(Collected data)
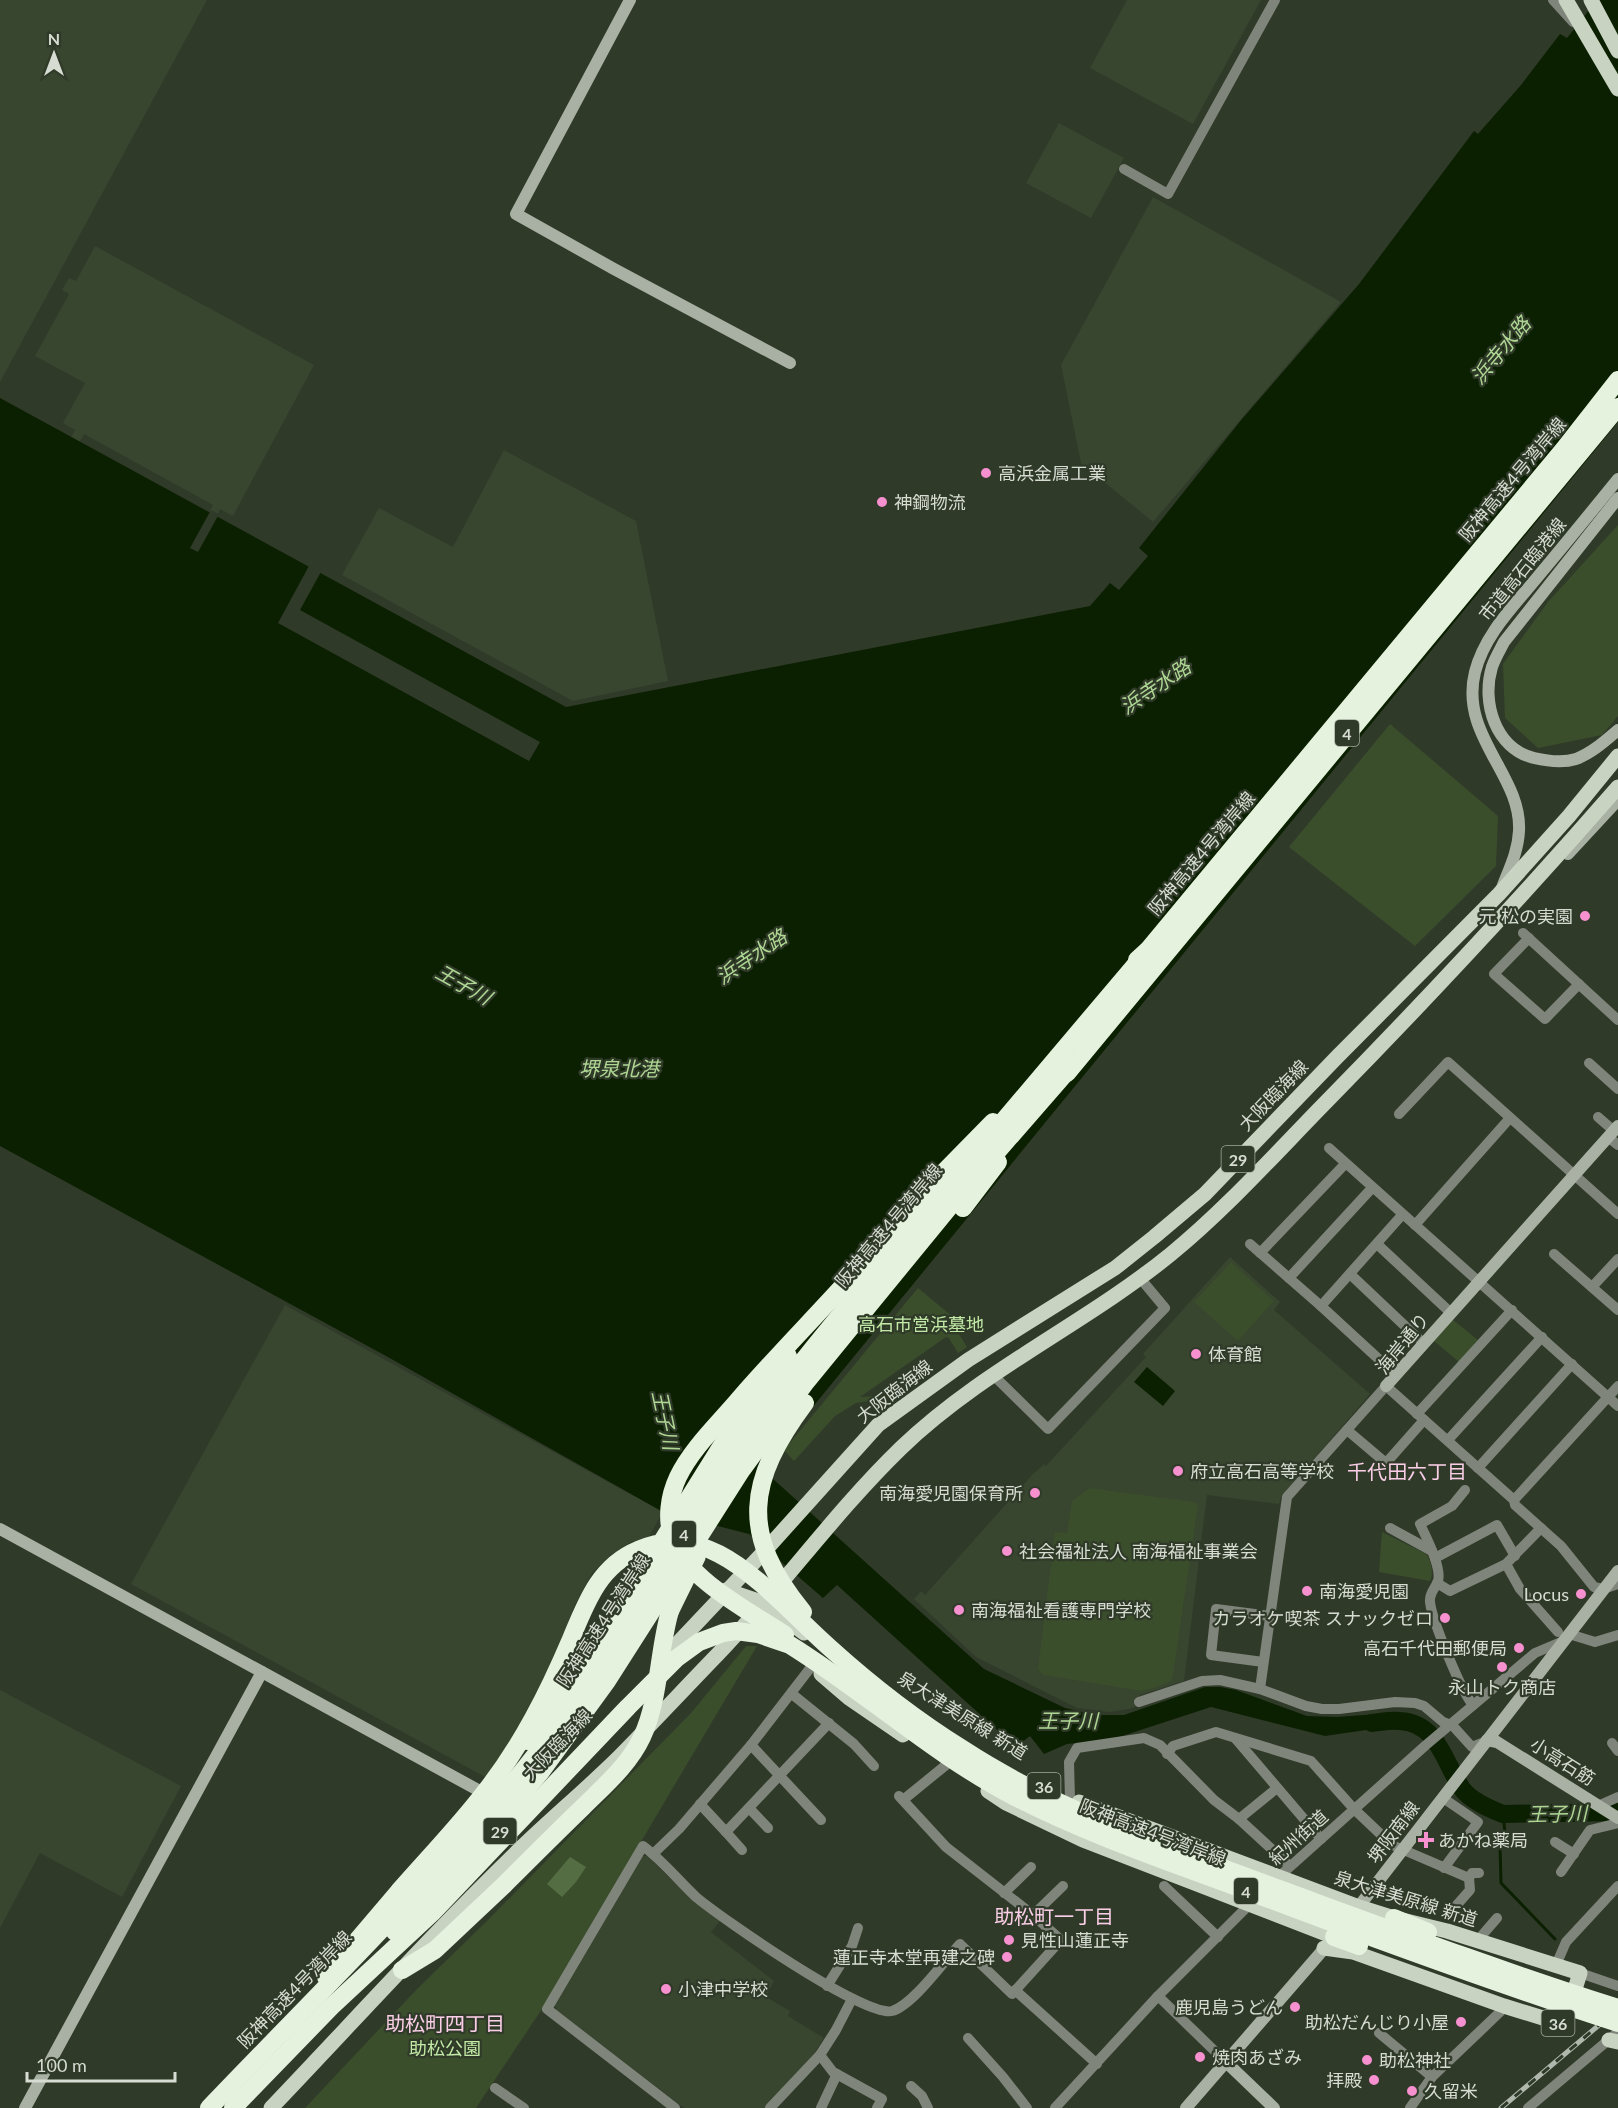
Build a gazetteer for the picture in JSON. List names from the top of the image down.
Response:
{
  "streets": {
    "highway": ["阪神高速4号湾岸線", "4"],
    "main road": [
      "大阪臨海線",
      "29",
      "泉大津美原線 新道",
      "36"
    ],
    "street": [
      "市道高石臨港線",
      "海岸通り",
      "小高石筋",
      "堺阪南線",
      "紀州街道"
    ]
  },
  "crossings": [
    ["市道高石臨港線", "大阪臨海線"],
    ["大阪臨海線", "泉大津美原線 新道"],
    ["大阪臨海線", "36"],
    ["29", "泉大津美原線 新道"],
    ["29", "36"],
    ["海岸通り", "堺阪南線"],
    ["泉大津美原線 新道", "36"],
    ["泉大津美原線 新道", "堺阪南線"],
    ["泉大津美原線 新道", "紀州街道"],
    ["小高石筋", "堺阪南線"],
    ["36", "堺阪南線"],
    ["36", "紀州街道"],
    ["堺阪南線", "紀州街道"]
  ],
  "districts": ["千代田六丁目", "助松町一丁目", "助松町四丁目"],
  "water": ["浜寺水路", "王子川", "堺泉北港"],
  "parks": ["高石市営浜墓地", "助松公園"],
  "places": {
    "other": [
      "高浜金属工業",
      "神鋼物流",
      "元 松の実園",
      "体育館",
      "府立高石高等学校",
      "南海愛児園保育所",
      "社会福祉法人 南海福祉事業会",
      "南海愛児園",
      "Locus",
      "南海福祉看護専門学校",
      "カラオケ喫茶 スナックゼロ",
      "高石千代田郵便局",
      "永山トク商店",
      "見性山蓮正寺",
      "蓮正寺本堂再建之碑",
      "小津中学校",
      "鹿児島うどん",
      "助松だんじり小屋",
      "焼肉あざみ",
      "助松神社",
      "拝殿",
      "久留米"
    ],
    "health": ["あかね薬局"]
  },
  "scale_bar": "100 m",
  "north": "top"
}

**AIM OF THE EXERCISE:** If a line in the entries contains the word "泉大津美原線", copy that line out.

**OUTPUT FOR THIS TASK:**
      "泉大津美原線 新道",
    ["大阪臨海線", "泉大津美原線 新道"],
    ["29", "泉大津美原線 新道"],
    ["泉大津美原線 新道", "36"],
    ["泉大津美原線 新道", "堺阪南線"],
    ["泉大津美原線 新道", "紀州街道"],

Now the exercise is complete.